= Beginning of Section =
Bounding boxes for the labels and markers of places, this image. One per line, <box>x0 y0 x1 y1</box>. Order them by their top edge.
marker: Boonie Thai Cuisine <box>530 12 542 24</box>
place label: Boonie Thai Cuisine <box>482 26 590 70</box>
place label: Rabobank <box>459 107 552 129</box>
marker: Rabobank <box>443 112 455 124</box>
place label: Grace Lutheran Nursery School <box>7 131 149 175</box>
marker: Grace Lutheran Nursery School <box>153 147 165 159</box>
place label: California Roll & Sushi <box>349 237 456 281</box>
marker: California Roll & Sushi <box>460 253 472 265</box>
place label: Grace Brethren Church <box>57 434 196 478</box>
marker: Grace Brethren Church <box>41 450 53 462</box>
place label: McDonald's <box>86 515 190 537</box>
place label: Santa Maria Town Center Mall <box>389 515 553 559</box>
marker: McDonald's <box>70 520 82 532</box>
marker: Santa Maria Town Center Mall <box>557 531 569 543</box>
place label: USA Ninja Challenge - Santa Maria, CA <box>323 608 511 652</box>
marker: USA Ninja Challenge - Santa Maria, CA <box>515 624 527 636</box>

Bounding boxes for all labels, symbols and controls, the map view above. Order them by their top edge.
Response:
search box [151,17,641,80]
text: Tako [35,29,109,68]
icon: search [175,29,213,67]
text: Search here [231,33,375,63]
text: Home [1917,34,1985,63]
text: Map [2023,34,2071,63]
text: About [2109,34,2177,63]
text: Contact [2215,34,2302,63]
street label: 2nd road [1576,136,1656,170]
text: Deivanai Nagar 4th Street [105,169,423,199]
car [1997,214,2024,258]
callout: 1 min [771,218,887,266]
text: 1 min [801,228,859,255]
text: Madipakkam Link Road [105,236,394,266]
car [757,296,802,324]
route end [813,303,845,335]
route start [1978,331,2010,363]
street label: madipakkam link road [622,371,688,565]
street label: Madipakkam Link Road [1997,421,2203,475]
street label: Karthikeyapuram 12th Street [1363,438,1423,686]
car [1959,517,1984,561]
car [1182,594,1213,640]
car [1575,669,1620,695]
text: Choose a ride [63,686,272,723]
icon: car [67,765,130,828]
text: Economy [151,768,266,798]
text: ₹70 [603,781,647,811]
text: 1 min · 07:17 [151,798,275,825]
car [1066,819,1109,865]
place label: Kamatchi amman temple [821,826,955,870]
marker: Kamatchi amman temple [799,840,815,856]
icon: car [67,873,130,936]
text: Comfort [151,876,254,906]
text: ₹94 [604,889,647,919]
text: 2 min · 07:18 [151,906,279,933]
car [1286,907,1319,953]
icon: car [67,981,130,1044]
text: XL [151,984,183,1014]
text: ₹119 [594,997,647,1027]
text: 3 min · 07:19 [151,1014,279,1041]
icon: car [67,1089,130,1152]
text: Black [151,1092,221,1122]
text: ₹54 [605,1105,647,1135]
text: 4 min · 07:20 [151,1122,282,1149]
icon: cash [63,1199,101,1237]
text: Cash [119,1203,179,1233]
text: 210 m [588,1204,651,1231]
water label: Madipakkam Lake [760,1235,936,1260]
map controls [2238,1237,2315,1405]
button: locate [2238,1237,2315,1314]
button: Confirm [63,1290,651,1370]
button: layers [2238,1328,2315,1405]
= End of Section =
EXERCISE AIM.
Transcribe the full listing. Change nothing.

SOLUTION FOR THIS PROBLEM.
Bounding boxes for the labels and markers of places, this image. One per line, <box>x0 y0 x1 y1</box>. Order them by their top edge.
marker: Boonie Thai Cuisine <box>530 12 542 24</box>
place label: Boonie Thai Cuisine <box>482 26 590 70</box>
place label: Rabobank <box>459 107 552 129</box>
marker: Rabobank <box>443 112 455 124</box>
place label: Grace Lutheran Nursery School <box>7 131 149 175</box>
marker: Grace Lutheran Nursery School <box>153 147 165 159</box>
place label: California Roll & Sushi <box>349 237 456 281</box>
marker: California Roll & Sushi <box>460 253 472 265</box>
place label: Grace Brethren Church <box>57 434 196 478</box>
marker: Grace Brethren Church <box>41 450 53 462</box>
place label: McDonald's <box>86 515 190 537</box>
place label: Santa Maria Town Center Mall <box>389 515 553 559</box>
marker: McDonald's <box>70 520 82 532</box>
marker: Santa Maria Town Center Mall <box>557 531 569 543</box>
place label: USA Ninja Challenge - Santa Maria, CA <box>323 608 511 652</box>
marker: USA Ninja Challenge - Santa Maria, CA <box>515 624 527 636</box>

Bounding boxes for all labels, symbols and controls, the map view above. Order them by their top edge.
Response:
search box [151,17,641,80]
text: Tako [35,29,109,68]
icon: search [175,29,213,67]
text: Search here [231,33,375,63]
text: Home [1917,34,1985,63]
text: Map [2023,34,2071,63]
text: About [2109,34,2177,63]
text: Contact [2215,34,2302,63]
street label: 2nd road [1576,136,1656,170]
text: Deivanai Nagar 4th Street [105,169,423,199]
car [1997,214,2024,258]
callout: 1 min [771,218,887,266]
text: 1 min [801,228,859,255]
text: Madipakkam Link Road [105,236,394,266]
car [757,296,802,324]
route end [813,303,845,335]
route start [1978,331,2010,363]
street label: madipakkam link road [622,371,688,565]
street label: Madipakkam Link Road [1997,421,2203,475]
street label: Karthikeyapuram 12th Street [1363,438,1423,686]
car [1959,517,1984,561]
car [1182,594,1213,640]
car [1575,669,1620,695]
text: Choose a ride [63,686,272,723]
icon: car [67,765,130,828]
text: Economy [151,768,266,798]
text: ₹70 [603,781,647,811]
text: 1 min · 07:17 [151,798,275,825]
car [1066,819,1109,865]
place label: Kamatchi amman temple [821,826,955,870]
marker: Kamatchi amman temple [799,840,815,856]
icon: car [67,873,130,936]
text: Comfort [151,876,254,906]
text: ₹94 [604,889,647,919]
text: 2 min · 07:18 [151,906,279,933]
car [1286,907,1319,953]
icon: car [67,981,130,1044]
text: XL [151,984,183,1014]
text: ₹119 [594,997,647,1027]
text: 3 min · 07:19 [151,1014,279,1041]
icon: car [67,1089,130,1152]
text: Black [151,1092,221,1122]
text: ₹54 [605,1105,647,1135]
text: 4 min · 07:20 [151,1122,282,1149]
icon: cash [63,1199,101,1237]
text: Cash [119,1203,179,1233]
text: 210 m [588,1204,651,1231]
water label: Madipakkam Lake [760,1235,936,1260]
map controls [2238,1237,2315,1405]
button: locate [2238,1237,2315,1314]
button: Confirm [63,1290,651,1370]
button: layers [2238,1328,2315,1405]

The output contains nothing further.